We are unlikely to press new clause 2 to a Division, as it is largely intended to air the issue on behalf of certain voluntary groups that have made representations to us, but we seek to ascertain specific figures for the likely costs of any such change, if any Government of whatever colour considered making it in future. I would therefore be pleased to learn of anything further on the subject that the Paymaster General can add, bearing in mind her intimations in Committee only a couple of weeks ago.

Photo of Vincent Cable Vincent Cable Shadow Chancellor of the Exchequer, Liberal Democrat Spokesperson (Treasury) 3:45, 3 February 2005

I should like to say a few words in support of both new clauses. My hon. Friend Mr. Laws sends his apologies as he is unable to attend. He was immersed in the detail of the Bill and supported its broad outlines. I will deal with the Bill's final stages but, as a newcomer, I lack his depth of understanding.

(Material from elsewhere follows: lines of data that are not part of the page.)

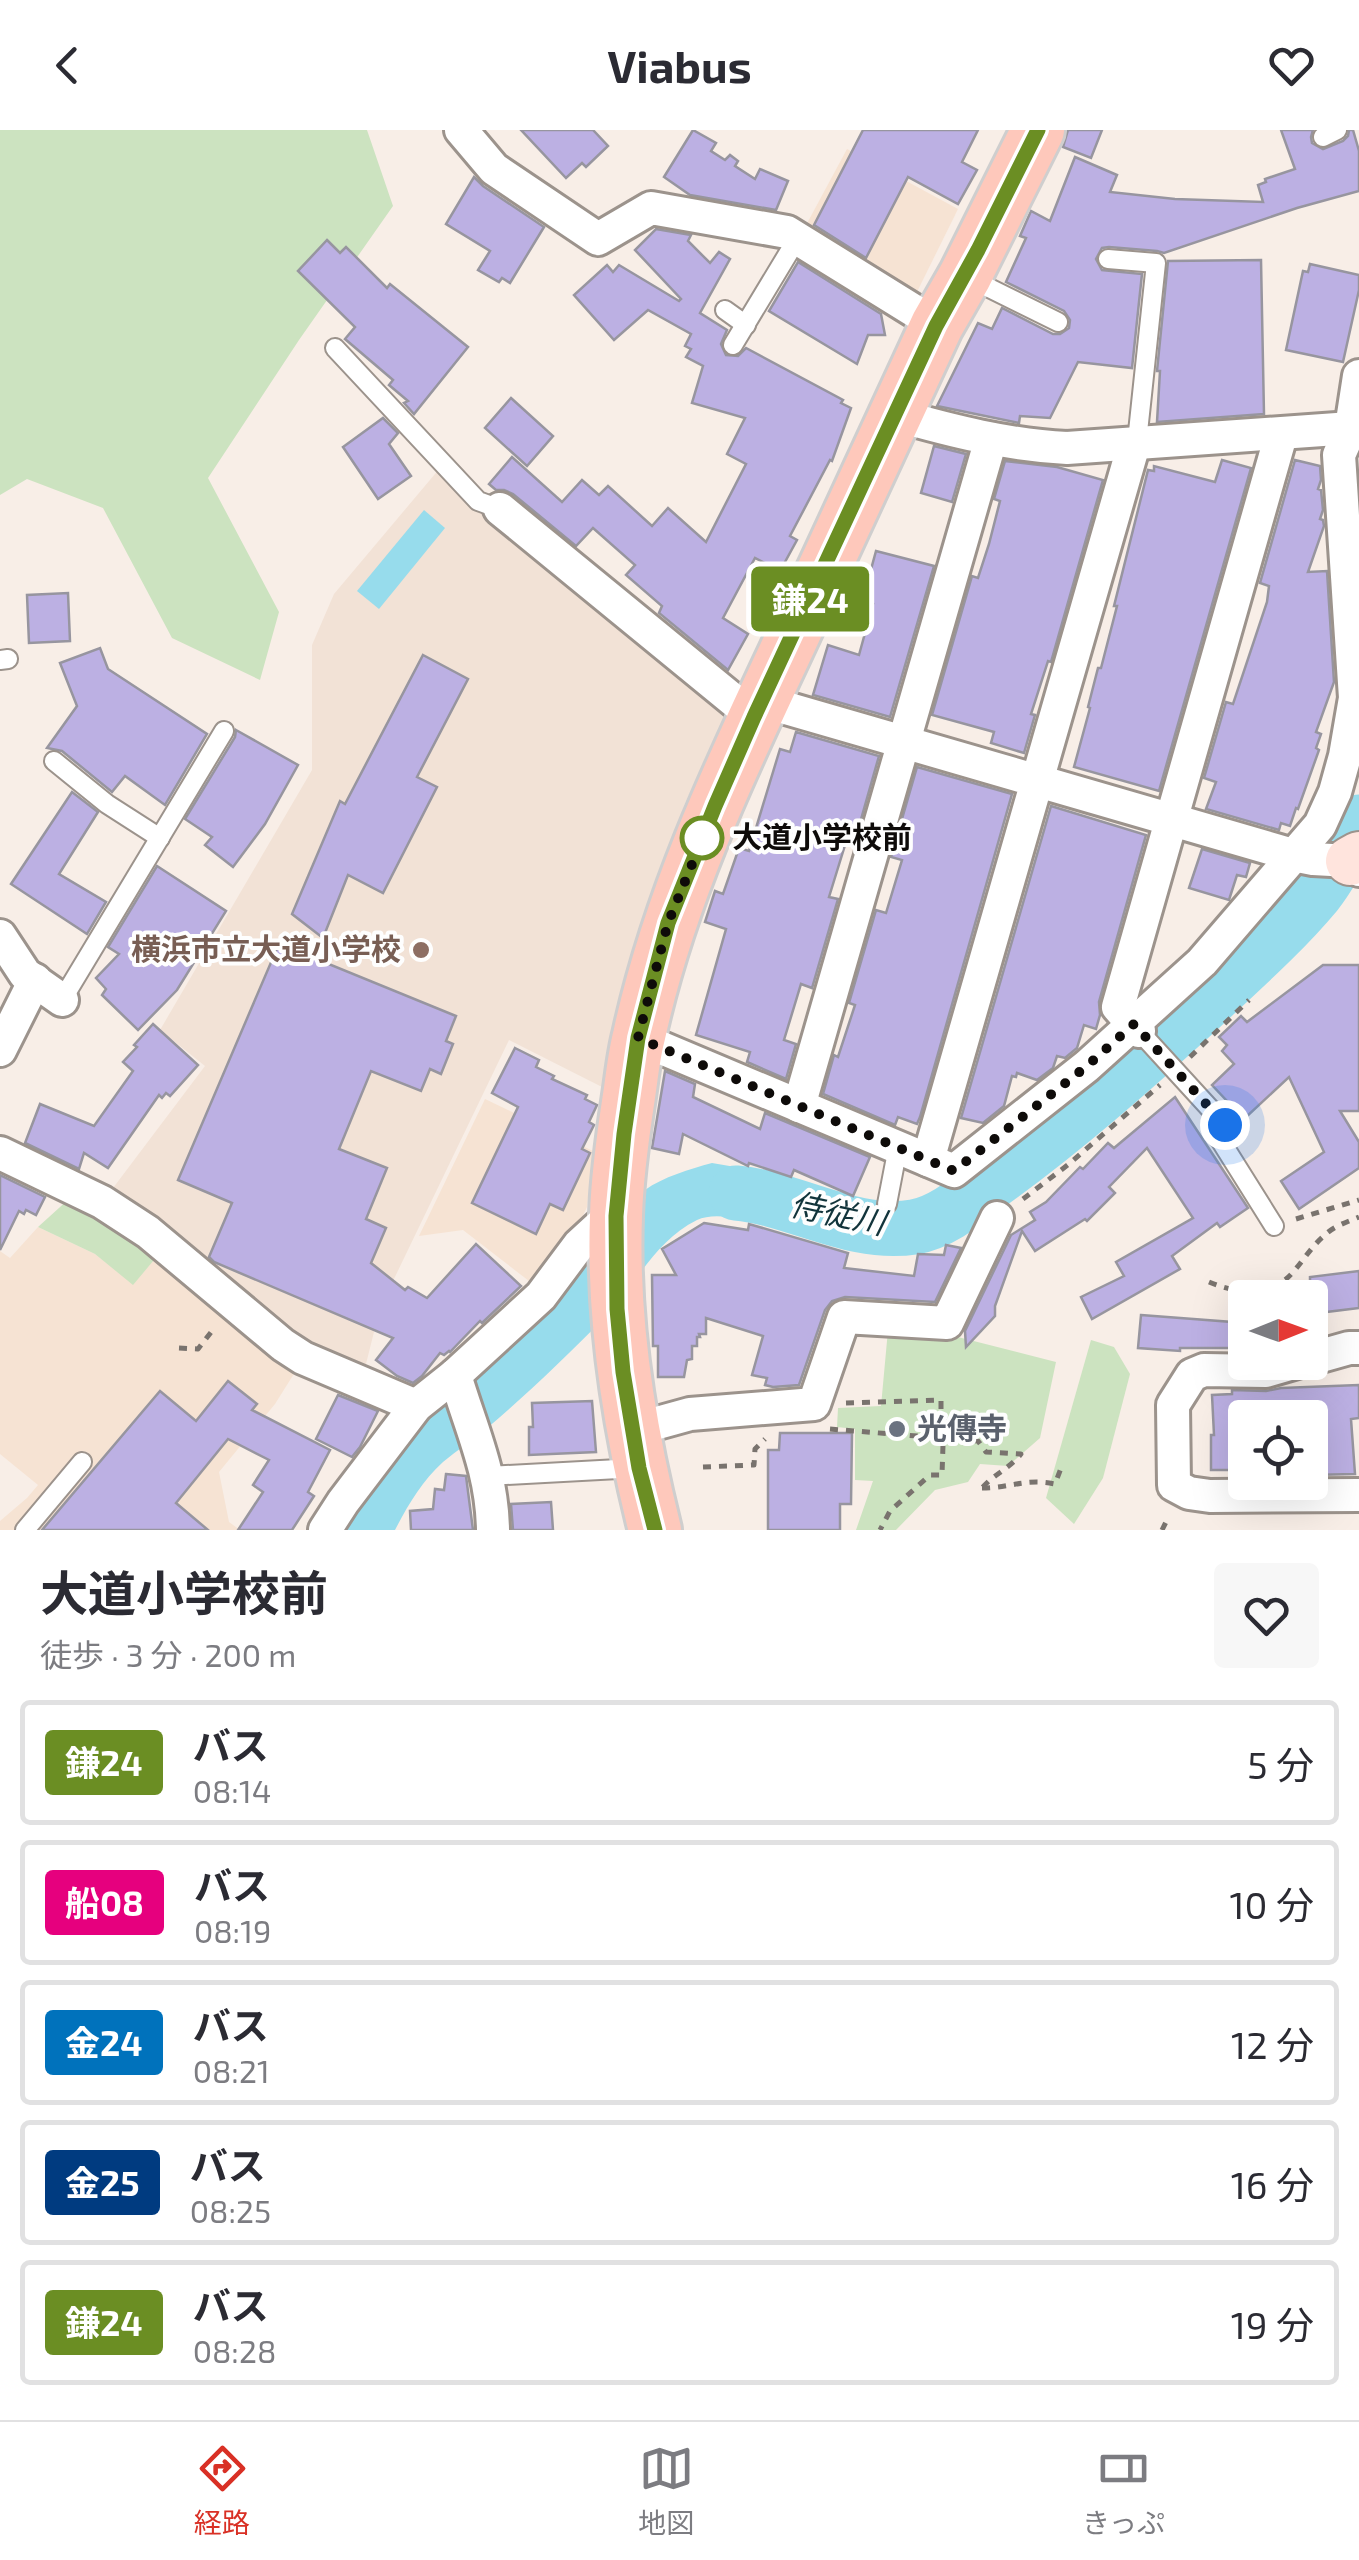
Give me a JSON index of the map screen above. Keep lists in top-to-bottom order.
{
  "water": ["侍従川"],
  "places": ["大道小学校前", "横浜市立大道小学校", "光傳寺"],
  "lines": ["bus line 鎌24"],
  "north": "right",
  "page": {
    "header": "Viabus",
    "on_map": "鎌24",
    "heading": ["大道小学校前", "徒歩 · 3 分 · 200 m"],
    "list": [
      {
        "mark": "鎌24",
        "name": "バス",
        "note": "08:14",
        "value": "5 分"
      },
      {
        "mark": "船08",
        "name": "バス",
        "note": "08:19",
        "value": "10 分"
      },
      {
        "mark": "金24",
        "name": "バス",
        "note": "08:21",
        "value": "12 分"
      },
      {
        "mark": "金25",
        "name": "バス",
        "note": "08:25",
        "value": "16 分"
      },
      {
        "mark": "鎌24",
        "name": "バス",
        "note": "08:28",
        "value": "19 分"
      }
    ],
    "tabs": ["経路", "地図", "きっぷ"]
  }
}
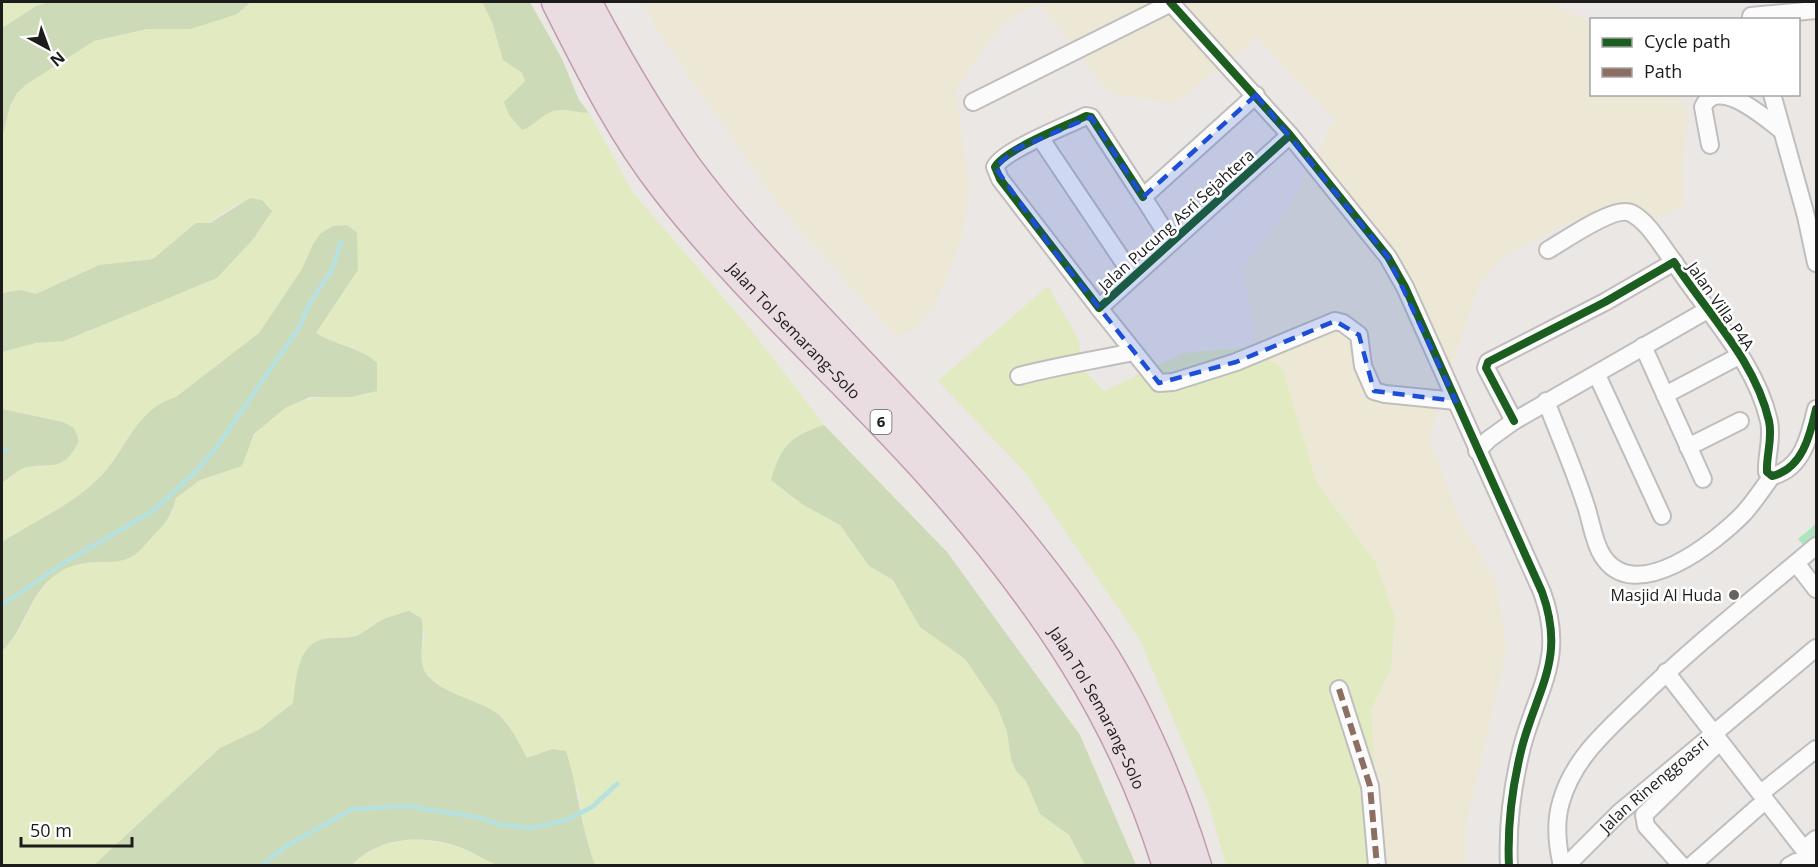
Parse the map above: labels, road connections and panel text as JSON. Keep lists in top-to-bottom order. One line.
{"streets":{"highway":["Jalan Tol Semarang–Solo","6"],"street":["Jalan Pucung Asri Sejahtera","Jalan Villa P4A","Jalan Rinenggoasri"]},"places":["Masjid Al Huda"],"legend":["Cycle path","Path"],"scale_bar":"50 m","north":"bottom right"}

The new clauses deal with an issue that my hon. Friend raised on Second Reading in several interventions and in his speech. How do we define the boundary and the limits? Who should be included and who should be excluded? As Mr. Francois helpfully summarised, the Government had two broad choices. They could have opted for universal inclusion of everyone on unwaged training. The widest possible provision is very much in the spirit of Bill, but clearly there were problems with enforcement and cost, so the Government adopted a much narrower and specific definition based on Government-approved schemes. That enables the Government to give a precise figure—80,000—and, hopefully, to be reasonably precise about the cost of £105 million. I suppose that that is why they have chosen the narrower route.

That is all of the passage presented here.